Nurse #4 came in, smiled at me, and listened carefully to the things I told her. She immediately went to get other equipment to respond to the idea that vacutainers may be collapsing my veins. She tried one of the veins #1 and #2 tried and got nothing, then found a tiny vein in the front of my wrist that she was sure she could get. She was careful, gentle, made soothing noises but no repeated apologies, and finally got blood flow by using a manual syringe. I've got a few small bruises from where her fingernails were pressing into my palm to hold my hand very still to keep from compromising the blood flow. Nurse #1 was working the syringe to draw the blood, which was flowing, however slowly. She decided to switch to the vacutainer again - and got maybe 6-8 drops of blood before it stopped going anywhere. #4 knew what she was doing, got results, but #1 had to screw with it and make it unusable. Thankfully, they'd gotten just enough to run the tests they needed and I was allowed to leave.

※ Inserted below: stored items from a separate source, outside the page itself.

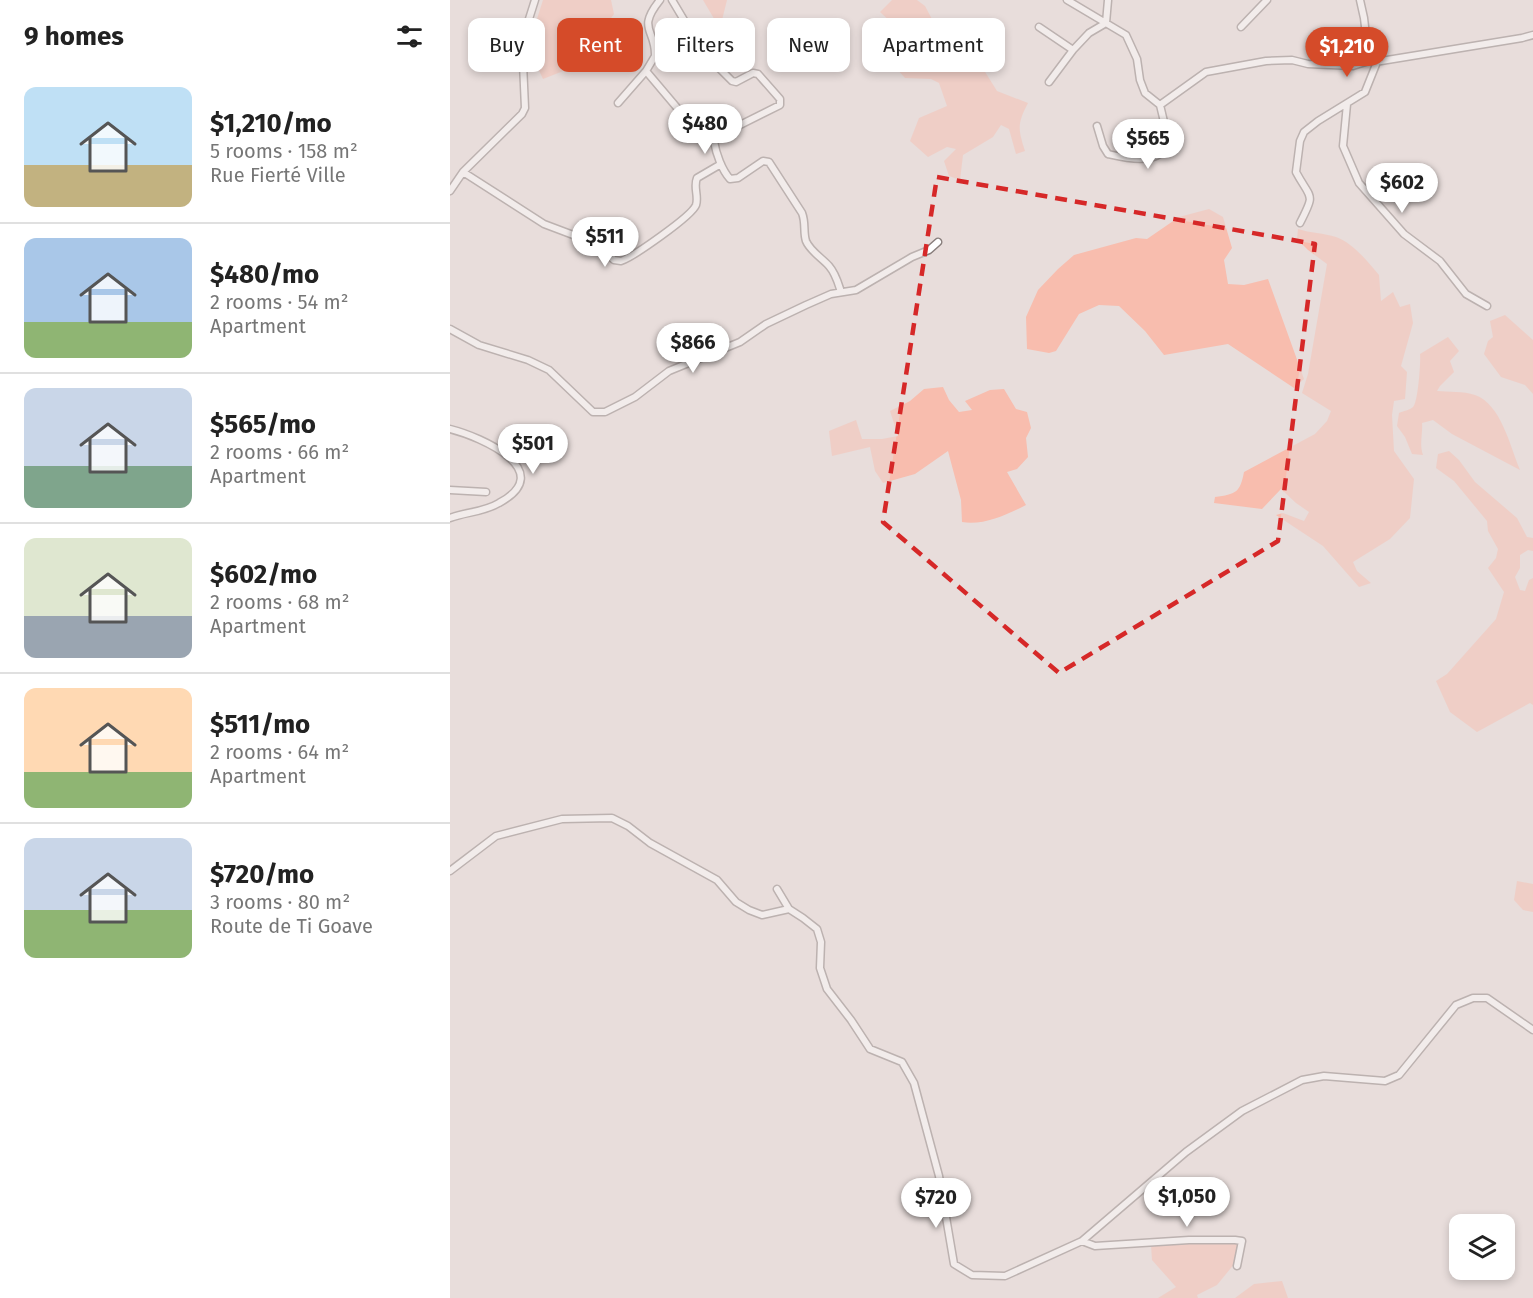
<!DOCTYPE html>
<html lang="en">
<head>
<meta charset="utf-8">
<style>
  body { margin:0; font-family:"Fira Sans",sans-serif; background:#f2f2f2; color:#222; height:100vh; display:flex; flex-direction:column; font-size:22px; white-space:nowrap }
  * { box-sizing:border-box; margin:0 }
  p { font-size:20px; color:#767676 }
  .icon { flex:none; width:33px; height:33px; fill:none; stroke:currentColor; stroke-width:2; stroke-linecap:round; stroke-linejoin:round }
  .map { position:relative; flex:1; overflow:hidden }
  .sheet { display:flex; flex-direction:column; background:#fff; width:450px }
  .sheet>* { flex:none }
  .top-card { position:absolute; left:18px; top:18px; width:570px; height:54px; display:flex; gap:12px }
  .buttons { position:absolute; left:999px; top:1214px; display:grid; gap:12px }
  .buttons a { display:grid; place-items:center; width:66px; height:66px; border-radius:12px; background:#fff; box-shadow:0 3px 9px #0003; font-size:30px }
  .price { position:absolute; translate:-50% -51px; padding:0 14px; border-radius:21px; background:#fff; color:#222; font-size:20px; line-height:39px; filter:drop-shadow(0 2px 3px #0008) }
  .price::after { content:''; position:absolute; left:50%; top:36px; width:18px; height:14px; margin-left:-9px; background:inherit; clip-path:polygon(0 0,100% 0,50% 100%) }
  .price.on { background:#d54b29; color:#fff }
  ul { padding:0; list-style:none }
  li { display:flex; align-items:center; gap:18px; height:150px; padding:0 24px }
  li+li { border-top:2px solid #e0e0e0 }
  li span { display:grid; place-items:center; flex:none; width:168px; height:120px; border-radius:12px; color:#555 }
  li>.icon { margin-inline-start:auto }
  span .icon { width:72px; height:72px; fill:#fffc; stroke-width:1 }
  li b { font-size:26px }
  h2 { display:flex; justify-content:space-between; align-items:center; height:72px; padding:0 24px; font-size:26px }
  .tag { padding:0 21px; border-radius:12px; background:#fff; box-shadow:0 3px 9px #0003; font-size:21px; line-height:54px }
  .tag.on { background:#d54b29; color:#fff }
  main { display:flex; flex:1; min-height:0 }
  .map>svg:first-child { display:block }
  .green { fill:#f8bdae }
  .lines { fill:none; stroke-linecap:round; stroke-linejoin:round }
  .minor-casing { stroke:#887e7c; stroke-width:9 }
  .minor { stroke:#fff; stroke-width:6 }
  .marked { fill:none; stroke:#d62828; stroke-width:4.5; stroke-dasharray:12 8; stroke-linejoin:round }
</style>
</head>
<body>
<main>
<section class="sheet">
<h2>9 homes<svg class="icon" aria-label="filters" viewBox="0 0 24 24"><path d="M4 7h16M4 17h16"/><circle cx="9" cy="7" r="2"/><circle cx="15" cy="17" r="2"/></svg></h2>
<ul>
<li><span style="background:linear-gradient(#bfe0f5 65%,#c2b280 0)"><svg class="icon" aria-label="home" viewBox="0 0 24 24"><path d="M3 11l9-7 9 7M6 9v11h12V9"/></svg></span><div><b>$1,210/mo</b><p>5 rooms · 158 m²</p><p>Rue Fierté Ville</p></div></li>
<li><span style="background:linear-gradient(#a9c7e8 70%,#8fb573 0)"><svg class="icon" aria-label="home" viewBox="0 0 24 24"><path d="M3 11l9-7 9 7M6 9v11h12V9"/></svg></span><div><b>$480/mo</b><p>2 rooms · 54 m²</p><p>Apartment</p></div></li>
<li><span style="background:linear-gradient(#c9d6e8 65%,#7fa58c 0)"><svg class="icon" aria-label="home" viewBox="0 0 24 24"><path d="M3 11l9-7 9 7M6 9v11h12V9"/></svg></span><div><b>$565/mo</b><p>2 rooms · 66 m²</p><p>Apartment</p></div></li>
<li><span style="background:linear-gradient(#dfe7d0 65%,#9aa5b1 0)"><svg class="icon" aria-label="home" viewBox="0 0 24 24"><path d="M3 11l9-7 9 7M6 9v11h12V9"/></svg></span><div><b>$602/mo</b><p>2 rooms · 68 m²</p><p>Apartment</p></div></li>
<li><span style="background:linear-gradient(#ffd9b3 70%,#8fb573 0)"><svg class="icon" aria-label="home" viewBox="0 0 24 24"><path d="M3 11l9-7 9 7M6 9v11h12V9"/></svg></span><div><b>$511/mo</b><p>2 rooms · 64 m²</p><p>Apartment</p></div></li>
<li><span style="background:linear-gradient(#c9d6e8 60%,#8fb573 0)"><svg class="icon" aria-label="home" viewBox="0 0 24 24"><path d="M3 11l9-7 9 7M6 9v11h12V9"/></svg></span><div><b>$720/mo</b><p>3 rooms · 80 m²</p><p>Route de Ti Goave</p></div></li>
</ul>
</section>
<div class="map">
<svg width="1083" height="1298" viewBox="0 0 1083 1298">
  <rect width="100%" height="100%" fill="#e8dddb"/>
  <path class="green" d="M 93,0 L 161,0 L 164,14 L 126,66 L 93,79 L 78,47 Z
    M 253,0 L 277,0 L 272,20 L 266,22 Z
    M 442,0 L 467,0 L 475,6 L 483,21 L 503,38 L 515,66 L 532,67 L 547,91 L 578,103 C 567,124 568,129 575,151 L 566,154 L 559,129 L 551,125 L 543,137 L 513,155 L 510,180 L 499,176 L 494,161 L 506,149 L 497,147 L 478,157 L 460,141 L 469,118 L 497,106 L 489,83 L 481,79 L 455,78 L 446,68 L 425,60 L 413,37 L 416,32 L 430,35 L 443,24 L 430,12 Z
    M 759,209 L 773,217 L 782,248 L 774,260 L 778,284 L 794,285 L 818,279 L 854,379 L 844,388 L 778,344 L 714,355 L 695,331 L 669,306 L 649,305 L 629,314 L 606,351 L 599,353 L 577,349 L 576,317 L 588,290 L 608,269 L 624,255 L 686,238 L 697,239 L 729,217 Z
    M 848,229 C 860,233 874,233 886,237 C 903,243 918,262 929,275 L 931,301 L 943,292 L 950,307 L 960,304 L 963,323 L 951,366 L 957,372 L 955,399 L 944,401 L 942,415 L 944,451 L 964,479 L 960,518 L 940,539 L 903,562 L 907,571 L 921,583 L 909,587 L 873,546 L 826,515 L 833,513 L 854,521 L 859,512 L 846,503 L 831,489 L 812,509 L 764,503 L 765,497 C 786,494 790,493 794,472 L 865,434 L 877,421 L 881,411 L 852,393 L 858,374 L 877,264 L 858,250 L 847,239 Z
    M 1055,315 L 1083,340 L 1083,394 L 1075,385 L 1051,377 L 1034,354 L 1038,341 L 1043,337 L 1040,321 Z
    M 998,337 L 1009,351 L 1000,361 L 1004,372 L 990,386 L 987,391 C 999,392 1013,391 1025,395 C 1051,404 1060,446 1070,470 L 1002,434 L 983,420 L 972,423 C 973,434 969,444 973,455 L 962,454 L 955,437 L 947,426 L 949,413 C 953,411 960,410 963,407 C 968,403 971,361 970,354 Z
    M 493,387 L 499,400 L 509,412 L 522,410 L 515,401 L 540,390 L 554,389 L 566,409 L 577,412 L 581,428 L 576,438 L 578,457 L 567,469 L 557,472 L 576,505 C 558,514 533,526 512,522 L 511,500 L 498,451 L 465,474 L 433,483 L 425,471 L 420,447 L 382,456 L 379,431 L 406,420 L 412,439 L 432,439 L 448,436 L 440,411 L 460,401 L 474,389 Z
    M 999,451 L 1009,460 L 1025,482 L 1067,518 L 1077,537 L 1083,538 L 1083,551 L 1078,550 L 1070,555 L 1070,568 L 1065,577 L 1070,590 L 1075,591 L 1079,580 L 1083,578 L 1083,705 L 1080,703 L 1027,732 L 1000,712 L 986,681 L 997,674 L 1046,619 L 1054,592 L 1038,568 L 1046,558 L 1048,549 L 1038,531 L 1037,521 L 1004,481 L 986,468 L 988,454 Z
    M 1067,881 L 1083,884 L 1083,912 L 1073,910 L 1064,900 Z
    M 746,1242 L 788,1242 L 785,1263 L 767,1285 L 747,1295 L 748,1298 L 708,1298 L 726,1287 L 702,1260 L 701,1245 Z
    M 832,1281 L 838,1298 L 785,1298 L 804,1284 Z"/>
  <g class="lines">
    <defs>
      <path id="minor" d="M 222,0 L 253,52 L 282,81 L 286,82 L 303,73 L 308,74 L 330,99 L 330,105 L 268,136 L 264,141 C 266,154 272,170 280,179 L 288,178 L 313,161 L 319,162 L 352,213 C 356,223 353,232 356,241 C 360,251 372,258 379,266 C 386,274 388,283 391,292
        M 617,0 L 676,35 L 687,59 L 690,80 L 695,93 L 710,105 L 715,126 L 717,147 C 705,165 676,158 658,154 L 653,146 L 647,126
        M 589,27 L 623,50 L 639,33 L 656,23 L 658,0
        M 791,27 L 817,0
        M 925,62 L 1072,38 L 1083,35
        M 196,71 L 250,135 L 256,139 L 265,138
        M 599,82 L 623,50
        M 168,103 L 196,71 L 205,56 C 206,29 186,30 210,0
        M 897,104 L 893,146 L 909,183 L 954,234 L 990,261 L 1016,294 L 1037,306
        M 710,105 L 756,72 L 816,61 L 842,60 L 858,64 L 903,66 L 919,61 L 914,18 L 910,0
        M 13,172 L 94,224 L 147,244 L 164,260 L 171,261 C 183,257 242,216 246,205 C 249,196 243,187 247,178 L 271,164
        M 0,191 L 13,172 L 72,114 L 75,108 L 72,41 L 85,0
        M 850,223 C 866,192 861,200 846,172 L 850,141 L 854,132 L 868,121 L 915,92 L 927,62
        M 0,329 L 29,345 L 78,360 L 99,370 L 143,412 L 155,412 L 185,397 L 219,371 L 290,342 L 316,324 L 356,305 L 381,294 L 406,290 L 462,257 L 479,250 L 488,242
        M 0,429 C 32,437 108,471 49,503 C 34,512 16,512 0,518
        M 0,490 L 36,492
        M 0,871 L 46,836 L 112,819 L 162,818 L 178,826 L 200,843 L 267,880 L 286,902 L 299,910 L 312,915 L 339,909 L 353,918 L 367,929 L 371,942 L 370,968 L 377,989 L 401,1020 L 420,1049 L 452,1062 L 464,1083 L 489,1176 L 504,1264 L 522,1275 L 555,1276 L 632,1241 L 736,1152 L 792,1111 L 852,1080 L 874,1076 L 935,1081 L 949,1075 L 1006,1005 L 1023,998 L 1037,998 L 1083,1030
        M 327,889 L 339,909
        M 632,1241 L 645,1246 L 739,1240 L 785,1240 L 792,1241 L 787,1266"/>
    </defs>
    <use href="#minor" class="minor-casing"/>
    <use href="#minor" class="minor"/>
  </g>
  <path d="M0 0H1083V1298H0ZM 487,177 L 865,244 L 828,541 L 609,673 L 433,522 Z" fill="#e8dddb" fill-opacity=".55" fill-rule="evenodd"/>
  <path class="marked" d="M 487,177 L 865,244 L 828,541 L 609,673 L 433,522 Z"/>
</svg>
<div class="buttons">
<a><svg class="icon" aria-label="layers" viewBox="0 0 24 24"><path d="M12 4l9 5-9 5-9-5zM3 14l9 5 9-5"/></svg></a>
</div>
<b class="price on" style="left:897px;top:78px">$1,210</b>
<b class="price" style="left:255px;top:155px">$480</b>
<b class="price" style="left:698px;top:170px">$565</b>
<b class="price" style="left:952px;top:214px">$602</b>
<b class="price" style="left:155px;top:268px">$511</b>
<b class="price" style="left:243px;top:374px">$866</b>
<b class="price" style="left:83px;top:475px">$501</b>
<b class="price" style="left:737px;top:1228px">$1,050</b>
<b class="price" style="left:486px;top:1229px">$720</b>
<div class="top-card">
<a class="tag">Buy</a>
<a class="tag on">Rent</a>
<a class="tag">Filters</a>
<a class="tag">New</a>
<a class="tag">Apartment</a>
</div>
</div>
</main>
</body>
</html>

Ehlers-Danlos means keeping the smiling, placid face on, even when I'm writhing internally from the pain - because if I show it, the nurse will become a distraught mess of apologies again. It means being able to lie with a level, measured voice, "I'm fine, it doesn't hurt" - because if I tell the truth, the nurse will become even more tentative and unsure of herself, thus hurting me more.
I left the office in angry-ranty mode. By the time we got through lunch and going to the store for a few things and some prescriptions, I was in sarcastic/cutting remarks about everything mode. By the time we got home, I was falling into the depressed, "why am I so broken" mode, which is where I am now. Sleep will help, I hope.